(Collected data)
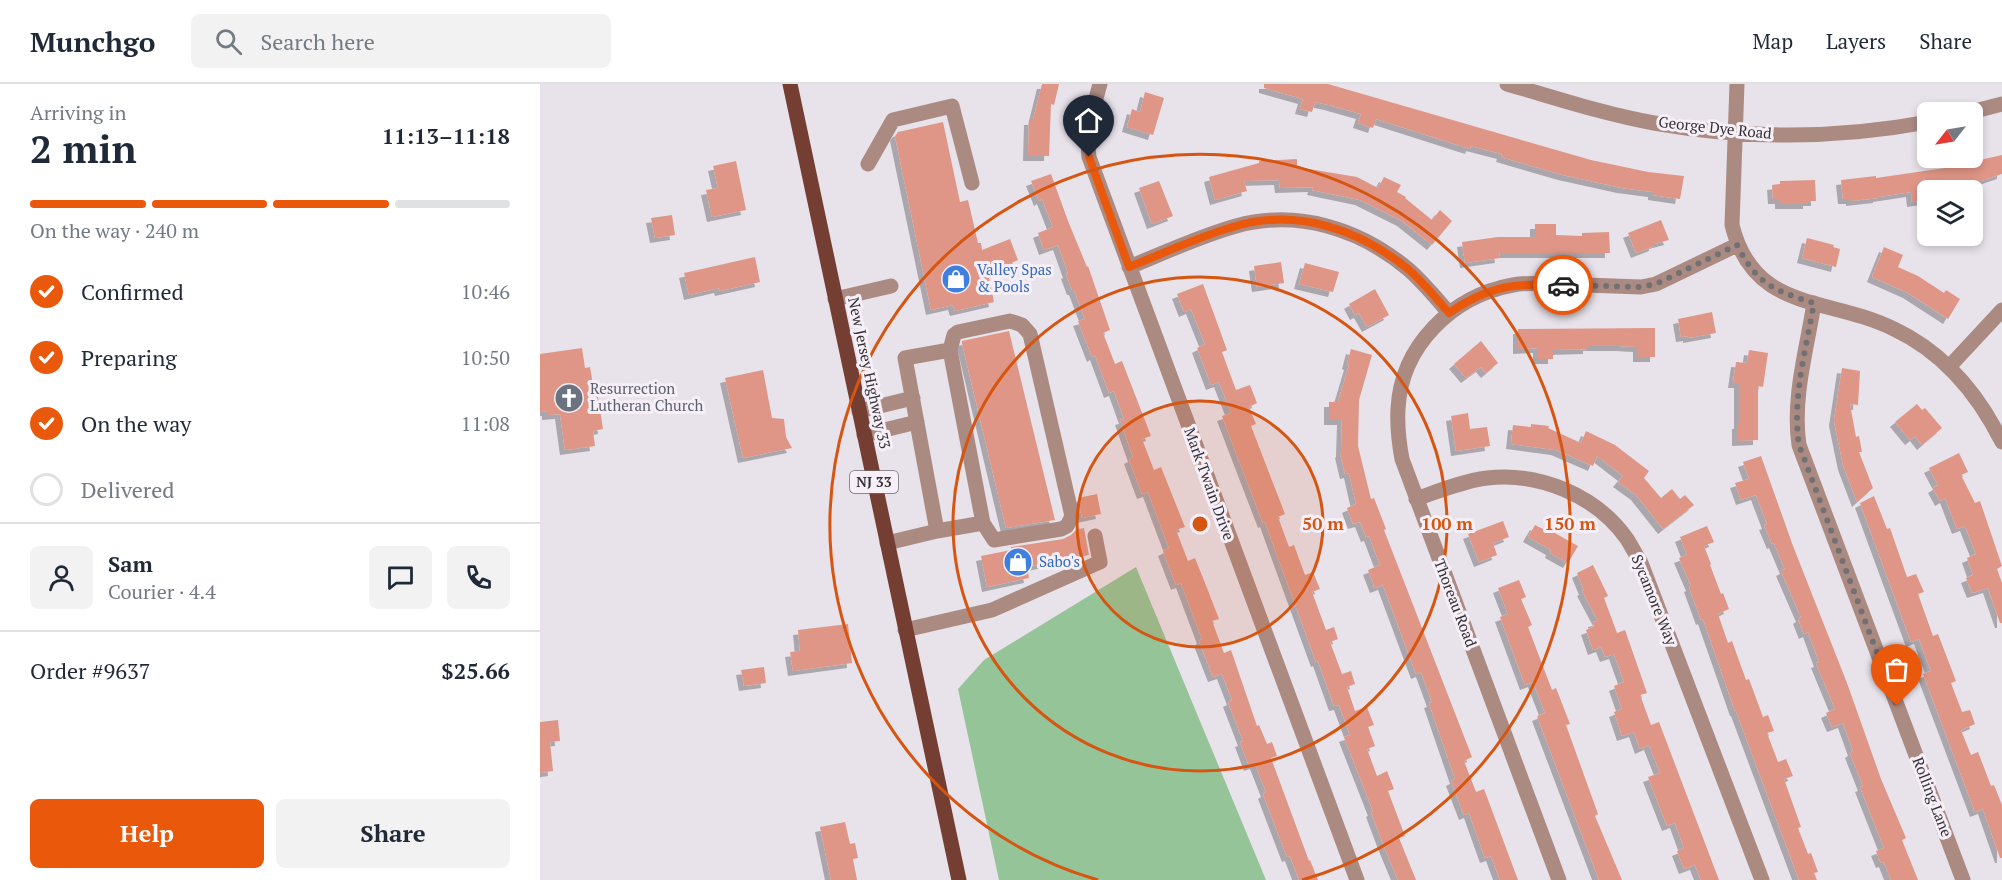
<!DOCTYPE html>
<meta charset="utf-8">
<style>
:root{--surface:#fff;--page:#f2f2f3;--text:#1f2937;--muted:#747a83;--line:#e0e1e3;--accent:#ea580c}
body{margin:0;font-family:"PT Serif",serif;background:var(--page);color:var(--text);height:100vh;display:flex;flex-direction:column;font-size:22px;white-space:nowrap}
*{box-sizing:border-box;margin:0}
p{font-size:20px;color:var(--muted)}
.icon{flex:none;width:33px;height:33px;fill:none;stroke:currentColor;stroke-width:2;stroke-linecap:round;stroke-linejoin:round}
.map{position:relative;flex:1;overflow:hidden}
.panel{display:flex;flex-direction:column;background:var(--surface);width:540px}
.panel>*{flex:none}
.needle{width:39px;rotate:239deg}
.controls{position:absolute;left:1377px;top:18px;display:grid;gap:12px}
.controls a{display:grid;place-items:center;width:66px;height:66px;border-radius:9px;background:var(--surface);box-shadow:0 3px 9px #0003;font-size:30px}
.pin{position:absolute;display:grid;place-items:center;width:51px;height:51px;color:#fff;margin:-62px -26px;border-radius:50% 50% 50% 0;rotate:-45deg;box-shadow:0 0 6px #0007}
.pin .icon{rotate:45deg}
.courier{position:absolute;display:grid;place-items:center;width:60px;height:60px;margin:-30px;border:4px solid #ea580c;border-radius:50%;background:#fff;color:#222;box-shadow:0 2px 8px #0007}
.summary em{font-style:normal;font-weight:700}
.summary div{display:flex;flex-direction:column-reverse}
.summary{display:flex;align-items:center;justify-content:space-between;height:102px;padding:0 30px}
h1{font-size:39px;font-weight:700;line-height:45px}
.bar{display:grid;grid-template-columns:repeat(4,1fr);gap:9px 6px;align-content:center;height:72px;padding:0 30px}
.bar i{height:8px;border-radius:4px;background:var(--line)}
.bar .on{background:var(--accent)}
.bar p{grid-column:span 4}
.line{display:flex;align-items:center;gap:15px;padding:0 30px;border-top:2px solid var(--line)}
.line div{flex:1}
.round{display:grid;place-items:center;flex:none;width:63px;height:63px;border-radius:9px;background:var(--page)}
ol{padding:0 30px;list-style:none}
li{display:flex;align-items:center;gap:18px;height:66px}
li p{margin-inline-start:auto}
li .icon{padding:6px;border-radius:50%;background:var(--accent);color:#fff;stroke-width:4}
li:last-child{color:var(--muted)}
li i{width:33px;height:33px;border:3px solid var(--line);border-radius:50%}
.button{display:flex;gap:12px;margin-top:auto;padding:12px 30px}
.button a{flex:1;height:69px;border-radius:9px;background:var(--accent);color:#fff;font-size:24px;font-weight:700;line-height:69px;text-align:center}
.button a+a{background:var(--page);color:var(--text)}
header{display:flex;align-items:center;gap:36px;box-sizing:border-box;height:84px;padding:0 30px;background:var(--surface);border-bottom:2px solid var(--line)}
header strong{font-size:28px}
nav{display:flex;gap:33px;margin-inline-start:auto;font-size:21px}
.search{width:420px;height:54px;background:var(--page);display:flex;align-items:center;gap:15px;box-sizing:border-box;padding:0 21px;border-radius:9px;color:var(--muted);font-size:22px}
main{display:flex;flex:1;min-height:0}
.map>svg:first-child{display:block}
.green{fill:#95c498}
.building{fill:#e09686;filter:url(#shadow)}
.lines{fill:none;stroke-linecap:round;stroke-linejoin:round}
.minor{stroke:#ab8a82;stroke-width:15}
.major{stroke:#753e33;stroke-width:15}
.done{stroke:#737074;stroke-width:6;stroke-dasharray:0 10.8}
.route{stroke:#ea580c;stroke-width:8}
.ring{fill:none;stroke:#d65510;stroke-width:3}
.labels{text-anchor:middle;stroke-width:6;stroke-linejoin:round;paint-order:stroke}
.shield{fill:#f6eff7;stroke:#6e6b6f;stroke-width:1.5}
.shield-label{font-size:14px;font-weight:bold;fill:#343235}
.street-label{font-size:15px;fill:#343235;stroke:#f6eff7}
.shop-label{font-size:15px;fill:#366cbe;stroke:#f6eff7;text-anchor:start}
.worship-label{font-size:15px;fill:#5b616d;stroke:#f6eff7;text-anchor:start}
.centre{fill:#d65510;stroke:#f6eff7;stroke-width:3}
.ring-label{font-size:18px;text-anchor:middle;font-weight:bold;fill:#d65510;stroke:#f6eff7;stroke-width:6;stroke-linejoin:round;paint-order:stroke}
</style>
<header>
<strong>Munchgo</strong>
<div class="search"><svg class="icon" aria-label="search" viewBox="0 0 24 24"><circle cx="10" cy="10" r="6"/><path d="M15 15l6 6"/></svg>Search here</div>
<nav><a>Map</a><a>Layers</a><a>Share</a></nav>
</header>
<main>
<section class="panel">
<div class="summary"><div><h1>2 min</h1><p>Arriving in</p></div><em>11:13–11:18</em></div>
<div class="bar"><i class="on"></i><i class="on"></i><i class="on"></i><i></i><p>On the way · 240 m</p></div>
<ol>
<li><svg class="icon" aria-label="check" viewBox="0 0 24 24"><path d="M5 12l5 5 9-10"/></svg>Confirmed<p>10:46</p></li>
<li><svg class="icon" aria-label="check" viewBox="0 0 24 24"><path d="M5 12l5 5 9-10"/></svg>Preparing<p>10:50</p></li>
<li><svg class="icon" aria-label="check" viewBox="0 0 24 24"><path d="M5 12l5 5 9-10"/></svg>On the way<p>11:08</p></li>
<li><i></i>Delivered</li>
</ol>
<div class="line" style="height:108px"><a class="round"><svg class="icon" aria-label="person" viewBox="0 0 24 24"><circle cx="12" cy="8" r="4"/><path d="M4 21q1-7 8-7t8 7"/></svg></a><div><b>Sam</b><p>Courier · 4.4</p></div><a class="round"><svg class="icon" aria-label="chat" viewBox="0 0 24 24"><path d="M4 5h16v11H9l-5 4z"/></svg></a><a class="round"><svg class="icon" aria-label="phone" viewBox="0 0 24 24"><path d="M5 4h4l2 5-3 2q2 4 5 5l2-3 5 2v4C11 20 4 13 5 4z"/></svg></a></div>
<div class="line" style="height:78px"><div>Order #9637</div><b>$25.66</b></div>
<div class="button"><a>Help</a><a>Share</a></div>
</section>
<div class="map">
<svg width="1462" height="796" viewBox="0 0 1462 796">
<defs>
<filter id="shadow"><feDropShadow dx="-5" dy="5" stdDeviation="0" flood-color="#0004"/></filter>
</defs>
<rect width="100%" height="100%" fill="#e8e2ea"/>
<path class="green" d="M596,483L726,796H459L418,605L444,576Z"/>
<path class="building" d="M502,0H519L514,21L511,20L509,72H488L489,36H493Z
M724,0H788L1051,76L1108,88L1144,92L1140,115L1113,111V108L1082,104L1023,91L961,73L962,70L931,62L930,65L836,35L833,44L818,39L821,30L789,21L775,18L772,28L760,25L763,15L724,4Z
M605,8L624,14L613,51L587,43L592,25L600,28Z
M403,38L420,118L428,116L438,159H441L442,166L470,155L478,176L448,189L454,218L415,227L413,221L391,226L355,52L358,48Z
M1462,71V90L1444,96L1384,106L1386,116L1372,118L1371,108L1338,113V114L1311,117V115H1303L1301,96L1336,92V94L1405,84Z
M757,75V83L817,93L838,104L844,93L861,101L857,108L866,113L865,114L892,136L900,126L912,137L892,161L862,137L820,116L772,106L773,103L740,104L739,96L704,97L707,107L675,116L669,93L719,79V77Z
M196,77L206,126L172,133L166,106L178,104L173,82Z
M511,90L528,137L547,183L548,182L570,246L563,249L575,280L582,277L611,352L602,355L614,386L621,383L645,443L636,446L648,477L655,474L667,504L679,535L672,537L684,569L691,566L717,642L719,641L727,660L732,658L737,672L731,674L769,777L770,776L778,796H759L750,772L747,773L723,710L726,708L715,680L709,682L700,658L703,657L688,618L692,616L682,590L673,593L659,557L662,555L641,499L636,501L623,467L629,464L608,408L602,410L589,375L593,373L580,336L584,335L574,307L569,309L555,271L552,273L538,237L545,235L534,206H532L526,190L528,189L518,161L504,166L498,149L513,143L502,115L499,117L491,97Z
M1275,96L1276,117H1268V120H1240V115H1233L1232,101L1240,100V97Z
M619,97L633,132L612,140L599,104Z
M132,131L135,151L115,154L111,134Z
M1121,136L1129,156L1114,160V162L1096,169L1088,149Z
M995,140H1016V151L1042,152V149L1069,148L1070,169H959L960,174L925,179L922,158L958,153H995Z
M1267,154L1294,161L1293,163L1300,165L1296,183L1262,174Z
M1344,163L1363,171L1358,183L1378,192L1404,209L1406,206L1420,215L1408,235L1368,209L1332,193Z
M215,173L220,198L180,207L179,204L149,211L144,189Z
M741,178L744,199L717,203L714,182Z
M765,179L799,188L793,208L759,200Z
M663,200L687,266L682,268L696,306L710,301L717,319L709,323L716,340L711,342L745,430L738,433L749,463L754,461L765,491L773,488L780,505L772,508L786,546L794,543L798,555L790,558L802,590L811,587L815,600L807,603L815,627L827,623L834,641L828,643L835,662L827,665L837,692L847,687L854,705L848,707L865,752L859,754L876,796H858L843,760L831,728L833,727L804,653L810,651L799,621L794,622L778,577L776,578L725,438L723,439L682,332L691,329L679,298L671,301L657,264L665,260L651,225L644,228L637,210Z
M835,205L849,231L827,243L819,229L815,231L809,220Z
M1172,228L1176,249L1148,254V252L1141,253L1138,235Z
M1115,244V273H1098V263L1080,262H1048V265L1013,266V275H998V264L978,265V245Z
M469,247L515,436L466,444L422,259V257Z
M941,257L958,279L946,289L941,283L926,294L914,280Z
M42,264L45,284L50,283L53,301L56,300L63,345L53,347L55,362L25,366L20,330L7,331V327L0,328V270Z
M811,265L832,271L819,316L818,362L831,415L834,414L846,445L844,446L932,673L924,677L936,708L944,705L978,796H960L951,772L945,774L929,729L924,731L911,697L915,695L889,619L892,618L881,588L876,590L843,501L835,504L828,486L840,481L829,452L826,453L820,438L813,440L807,424L816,420L809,389L805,390L800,369L801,368L802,336H789V318H798L809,281L807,280Z
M1209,266L1228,269L1223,303L1218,302V356L1197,357V340H1199V299H1193L1196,278L1207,279Z
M1302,284L1320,287L1318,321L1310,320L1316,353L1319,352L1322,368H1319L1333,404L1317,418L1303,381L1294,337Z
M223,286L232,334L244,335L246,353L252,364L203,374L185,294Z
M1377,320L1382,326L1385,324L1402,344L1382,361L1375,352L1370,356L1355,338Z
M928,329L930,345L947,343L950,362L916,367L911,332Z
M991,340L1009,342L1008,344L1041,359L1046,347L1075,361L1109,387L1104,394L1121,414L1132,405L1140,415L1145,411L1154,421L1123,445L1096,411L1078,398L1083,392L1057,372L1053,382L1016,366L971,360L973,341L991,343Z
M1419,369L1428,388L1421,391L1435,419L1440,417L1462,482L1457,485L1462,499V539H1460L1448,504L1432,509L1426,494L1433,491L1427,474L1436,470L1425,442L1417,445L1405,414L1400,417L1393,404L1398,401L1389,384Z
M1221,372L1253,462L1307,599L1341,695L1366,754L1362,756L1378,796H1351L1344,778L1341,779L1336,767L1344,764L1320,703L1323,702L1310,669L1313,667L1303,639L1292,643L1286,629L1295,625L1276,579L1279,578L1268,548L1264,550L1258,535L1261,533L1241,487L1245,485L1234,459L1232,460L1224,441L1227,440L1216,411L1201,416L1195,399L1209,395L1203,378Z
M557,410L561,430L542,434L538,414Z
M1334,412L1347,445L1350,444L1367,493L1376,490L1384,508L1378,510L1393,552L1398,550L1416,597L1411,599L1422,628L1430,626L1435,640L1421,646L1431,671L1438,668L1451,702L1454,701L1462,721V774H1460L1443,725L1435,728L1383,590L1391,587L1379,555L1371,558L1320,419Z
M963,437L969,453L953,459L957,471L939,478L928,450Z
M995,441L1003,445L1004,443L1038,462L1028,479L1010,469L1011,466L988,453Z
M1167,442L1174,458L1164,462L1171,480L1170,481L1181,510L1183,509L1189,525L1178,530L1188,559L1192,557L1206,596L1209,595L1223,633L1228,631L1234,647L1227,649L1238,678L1246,675L1253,692L1244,695L1261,743L1258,744L1268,770L1271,769L1278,788L1274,789L1277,796H1259L1196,627H1195L1163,535L1161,536L1149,503L1151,502L1139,474L1147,471L1140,453Z
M544,444L549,471L487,483L489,494L447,503L441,472L471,466V463L523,455L531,451L536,446Z
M1053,481L1068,512L1064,514L1077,549L1085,546L1107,609L1100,611L1111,641L1119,638L1179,796H1161L1155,781L1144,785L1137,767L1144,764L1135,739L1127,742L1108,693L1120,689L1109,661L1100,665L1094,648L1082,652L1074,628L1082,625L1074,602L1084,598L1074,570L1065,573L1061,563L1053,566L1046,546L1054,543L1053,538L1058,537L1042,507L1044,506L1037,489Z
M979,496L986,513L981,515L992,541L988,543L1012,606L1016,604L1030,640L1026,641L1058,730L1055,732L1082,796H1059L997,632L1005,629L993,598L985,601L960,533L968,530L958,504Z
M308,540L312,579L253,587L250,568L260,567L258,546Z
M224,583L226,599L204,602L201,586Z
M18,636L20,657L10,658L13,687L0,689V638Z
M305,738L310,760L315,759L318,774L313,775L317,796H291L280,743Z"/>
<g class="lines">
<path class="minor" d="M560,0C553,25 546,47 549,73L817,796
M967,0C1016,14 1064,30 1114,39C1204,55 1297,55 1388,38
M1197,0L1192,141C1214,229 1287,212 1354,245C1403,268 1438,310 1462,358
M1431,28L1462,20
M328,80L353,36L412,22L432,99
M589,183C624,169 660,152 696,142C758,125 820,145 868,185C883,198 896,214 909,229
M295,215L351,202
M1274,219C1267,265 1252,314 1259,361L1423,796
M410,266L414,251L418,248L470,237L482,241L490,250L532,432L527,442L521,445L454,456L443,439
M1409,283L1462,226
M319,327L373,314
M324,351L377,338
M876,415C899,407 923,397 947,394C999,388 1056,411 1087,455C1092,463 1096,471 1101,479L1222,796
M347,459L397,447L443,439L410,266L365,274L397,447
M365,546L452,526L560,478L555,452
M1019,796L862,375C859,359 857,343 858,325C861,262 912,212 973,201C988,198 1003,200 1018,200C1046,201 1073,202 1101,203L1116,200L1197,161"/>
<path class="major" d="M250,0L419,796"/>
</g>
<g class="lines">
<path class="done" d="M1023,201L1101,203L1116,200L1197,161C1216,199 1234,207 1274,219C1266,265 1252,314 1259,361L1357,622"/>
<path class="route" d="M549,73L589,183C624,169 660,152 696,142C758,124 820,146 868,185C883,198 896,214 909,229C950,201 975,199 1023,201"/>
</g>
<circle cx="660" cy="440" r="123" fill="#d65510" fill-opacity=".12"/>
<g class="ring">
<circle cx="660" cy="440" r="123"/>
<circle cx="660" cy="440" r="247"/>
<path d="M558 796A370 370 0 1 1 762 796"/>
</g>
<defs>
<g id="shop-disc" transform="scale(1.5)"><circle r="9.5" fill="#3f7fe0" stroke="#f6eff7"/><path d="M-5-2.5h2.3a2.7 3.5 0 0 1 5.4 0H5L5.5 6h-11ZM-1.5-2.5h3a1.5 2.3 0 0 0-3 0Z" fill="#fff"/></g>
<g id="church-disc" transform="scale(1.5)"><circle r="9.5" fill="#6b7280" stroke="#f6eff7"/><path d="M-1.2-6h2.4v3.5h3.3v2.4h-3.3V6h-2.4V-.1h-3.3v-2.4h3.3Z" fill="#fff"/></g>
</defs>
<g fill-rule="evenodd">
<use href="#shop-disc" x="416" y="195"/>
<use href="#church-disc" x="29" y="314"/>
<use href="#shop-disc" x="478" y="478"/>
</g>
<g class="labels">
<rect class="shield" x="310" y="387" width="48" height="22" rx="4.5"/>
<g class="shield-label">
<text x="334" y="403">NJ 33</text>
</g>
<g class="street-label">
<text transform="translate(1175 44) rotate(6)" y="5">George Dye Road</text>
<text transform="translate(329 289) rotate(78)" y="5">New Jersey Highway 33</text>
<text transform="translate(669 400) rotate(70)" y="5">Mark Twain Drive</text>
<text transform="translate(1114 516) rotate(68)" y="5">Sycamore Way</text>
<text transform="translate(915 519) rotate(69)" y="5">Thoreau Road</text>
<text transform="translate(1392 713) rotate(69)" y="5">Rolling Lane</text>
</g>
<g class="shop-label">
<text x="437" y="191">Valley Spas<tspan x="437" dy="17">&amp; Pools</tspan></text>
<text x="499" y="483">Sabo's</text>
</g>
<g class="worship-label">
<text x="50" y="310">Resurrection<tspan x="50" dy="17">Lutheran Church</tspan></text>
</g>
</g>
<circle cx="660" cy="440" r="9" class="centre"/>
<g class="ring-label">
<text x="783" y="446">50 m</text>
<text x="907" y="446">100 m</text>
<text x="1030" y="446">150 m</text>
</g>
</svg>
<div class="controls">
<a><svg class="needle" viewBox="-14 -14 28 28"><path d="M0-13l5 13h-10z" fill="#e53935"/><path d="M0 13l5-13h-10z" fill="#747a83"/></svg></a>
<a><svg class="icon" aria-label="layers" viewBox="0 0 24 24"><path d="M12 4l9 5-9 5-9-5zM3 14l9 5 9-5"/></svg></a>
</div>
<div class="pin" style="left:1357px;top:622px;background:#ea580c"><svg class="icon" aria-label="bag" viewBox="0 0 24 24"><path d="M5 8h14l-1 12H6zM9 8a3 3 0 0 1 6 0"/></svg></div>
<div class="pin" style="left:549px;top:73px;background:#1f2937"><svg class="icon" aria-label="home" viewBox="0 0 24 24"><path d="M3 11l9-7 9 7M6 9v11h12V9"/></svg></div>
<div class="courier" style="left:1023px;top:201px"><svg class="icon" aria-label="car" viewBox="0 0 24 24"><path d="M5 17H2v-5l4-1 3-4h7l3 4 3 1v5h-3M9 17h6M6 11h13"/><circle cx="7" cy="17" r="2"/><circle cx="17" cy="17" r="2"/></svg></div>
</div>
</main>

Work item
Which lines of the records above contain the word "summary"? Report each one in full.

Answer to the problem
.summary em{font-style:normal;font-weight:700}
.summary div{display:flex;flex-direction:column-reverse}
.summary{display:flex;align-items:center;justify-content:space-between;height:102px;padding:0 30px}
<div class="summary"><div><h1>2 min</h1><p>Arriving in</p></div><em>11:13–11:18</em></div>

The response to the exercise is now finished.